Abstract

Our project investigates environmental soundscapes in West Lafayette and on the Purdue campus - including the Purdue Airport with its newly reopened commercial terminal - treating these sites as a living laboratory. Conducted under the Discovery Undergraduate Interdisciplinary Research Internship (DUIRI) with mentorship from Dr. Tae Hong Park and his Citygram research, the study integrates engineering, data science, and acoustic ecology.

Building on the Soundscaper system, we are developing an interactive sound-mapping interface that allows users to hear synthetic soundscapes representing real-world conditions. We implement a geospatial-audio pipeline that links OpenStreetMap (OSM) data to our Object-Oriented Soundscape Synthesis (OS2) framework. OSM provides coordinates and local feature tags (roads, buildings, water, land types, airports, etc.) which are parsed into sound objects representing elements in a soundscape. These objects are transmitted over OSC to a real-time MATLAB engine, with the OS2 method mapping each feature to a synthesized sound analogue. This enables interactive, data directed soundscape rendering, supporting rapid prototyping of soundscape simulations across large geographic regions.

Soundscaper focuses on developing tools for "generative soundscape synthesis" through what we term Object-Oriented Soundscape Synthesis (OS2): to construct interactive sound maps that allow users to click on a location to hear its sounds. OS2 is grounded in a codebook of sound templates such as human voices, vehicular motion, rainfall, bell sounds, and layered dynamic ambient textures.
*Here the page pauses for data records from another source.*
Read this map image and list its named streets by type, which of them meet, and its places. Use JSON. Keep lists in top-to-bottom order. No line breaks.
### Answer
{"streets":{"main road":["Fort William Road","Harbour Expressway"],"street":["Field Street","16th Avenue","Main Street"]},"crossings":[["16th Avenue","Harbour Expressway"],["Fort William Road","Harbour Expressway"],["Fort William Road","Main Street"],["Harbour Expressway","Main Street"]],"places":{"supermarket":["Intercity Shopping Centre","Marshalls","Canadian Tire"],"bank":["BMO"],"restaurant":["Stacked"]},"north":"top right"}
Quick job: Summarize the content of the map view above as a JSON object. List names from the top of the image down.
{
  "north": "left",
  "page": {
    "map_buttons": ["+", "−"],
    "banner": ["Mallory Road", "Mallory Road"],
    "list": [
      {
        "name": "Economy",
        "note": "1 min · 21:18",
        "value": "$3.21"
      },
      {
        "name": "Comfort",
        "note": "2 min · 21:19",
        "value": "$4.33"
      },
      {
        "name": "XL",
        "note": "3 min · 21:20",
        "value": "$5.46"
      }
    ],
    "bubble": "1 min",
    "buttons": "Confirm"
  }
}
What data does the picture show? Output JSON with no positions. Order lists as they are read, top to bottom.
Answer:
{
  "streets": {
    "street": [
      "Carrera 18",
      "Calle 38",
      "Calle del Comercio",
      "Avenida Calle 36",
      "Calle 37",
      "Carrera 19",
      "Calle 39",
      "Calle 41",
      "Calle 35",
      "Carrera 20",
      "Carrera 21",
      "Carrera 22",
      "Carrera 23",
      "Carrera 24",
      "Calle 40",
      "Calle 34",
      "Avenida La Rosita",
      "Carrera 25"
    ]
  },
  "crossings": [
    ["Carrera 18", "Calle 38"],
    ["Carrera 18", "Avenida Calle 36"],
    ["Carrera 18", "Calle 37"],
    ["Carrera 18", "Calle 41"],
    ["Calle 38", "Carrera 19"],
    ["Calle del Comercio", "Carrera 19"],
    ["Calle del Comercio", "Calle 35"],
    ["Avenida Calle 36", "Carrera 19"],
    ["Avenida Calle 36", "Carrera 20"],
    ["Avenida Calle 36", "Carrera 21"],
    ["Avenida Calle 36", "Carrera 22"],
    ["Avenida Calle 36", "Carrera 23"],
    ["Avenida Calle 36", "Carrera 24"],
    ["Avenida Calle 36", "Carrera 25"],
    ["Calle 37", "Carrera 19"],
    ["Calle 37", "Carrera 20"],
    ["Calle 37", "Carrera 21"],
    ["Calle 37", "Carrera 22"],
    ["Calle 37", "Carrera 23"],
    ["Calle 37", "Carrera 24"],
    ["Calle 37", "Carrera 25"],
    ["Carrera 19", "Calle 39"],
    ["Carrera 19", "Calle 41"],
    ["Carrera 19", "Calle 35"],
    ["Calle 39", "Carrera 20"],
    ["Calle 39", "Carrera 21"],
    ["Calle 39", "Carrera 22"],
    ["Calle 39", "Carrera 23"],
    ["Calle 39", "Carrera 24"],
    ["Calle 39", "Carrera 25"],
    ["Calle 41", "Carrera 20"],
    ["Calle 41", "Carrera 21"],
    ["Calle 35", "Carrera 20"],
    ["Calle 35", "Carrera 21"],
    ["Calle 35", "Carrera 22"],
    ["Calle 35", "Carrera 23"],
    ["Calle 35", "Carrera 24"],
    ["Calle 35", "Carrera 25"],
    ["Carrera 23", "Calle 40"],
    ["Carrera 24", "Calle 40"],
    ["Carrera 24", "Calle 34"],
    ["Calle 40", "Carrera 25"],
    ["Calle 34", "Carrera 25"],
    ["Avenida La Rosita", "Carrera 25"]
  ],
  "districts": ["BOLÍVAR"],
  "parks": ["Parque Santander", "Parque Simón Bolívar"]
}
By "sound-stitching" together these templates, the system emulates contextually and dynamically responsive, meta/data-driven soundscapes. OS2 supports scalability across large geographic regions, with the Purdue campus area serving as a testbed for prototyping.

Additionally, we use the Citygram and GetNoisy sound-sensor network systems to track airplane noise data, which are analyzed through signal processing, automatic classification, and sonification techniques. We utilize audio data sets from several major airports such as JFK, as well as local locations at Purdue to train our machine learning model. Once imported into MATLAB, the audio events are classified into several categories (flyover, non-airplane, etc.). Data is then further cleaned and used in model training to better help identify and differentiate aircraft sound data.

This research, contributing to the Citygram Project and the GetNoisy startup initiatives, advances smart sound-sensing networks for aircraft noise tracking. Integrating IoT-enabled sensors, edge computing, and AI, the work encompasses dataset development, AI modeling, and data analysis. Using Purdue’s newly reopened commercial airport as a living "lab," we explore the adaptability and scalability of these systems to airports and urban contexts worldwide.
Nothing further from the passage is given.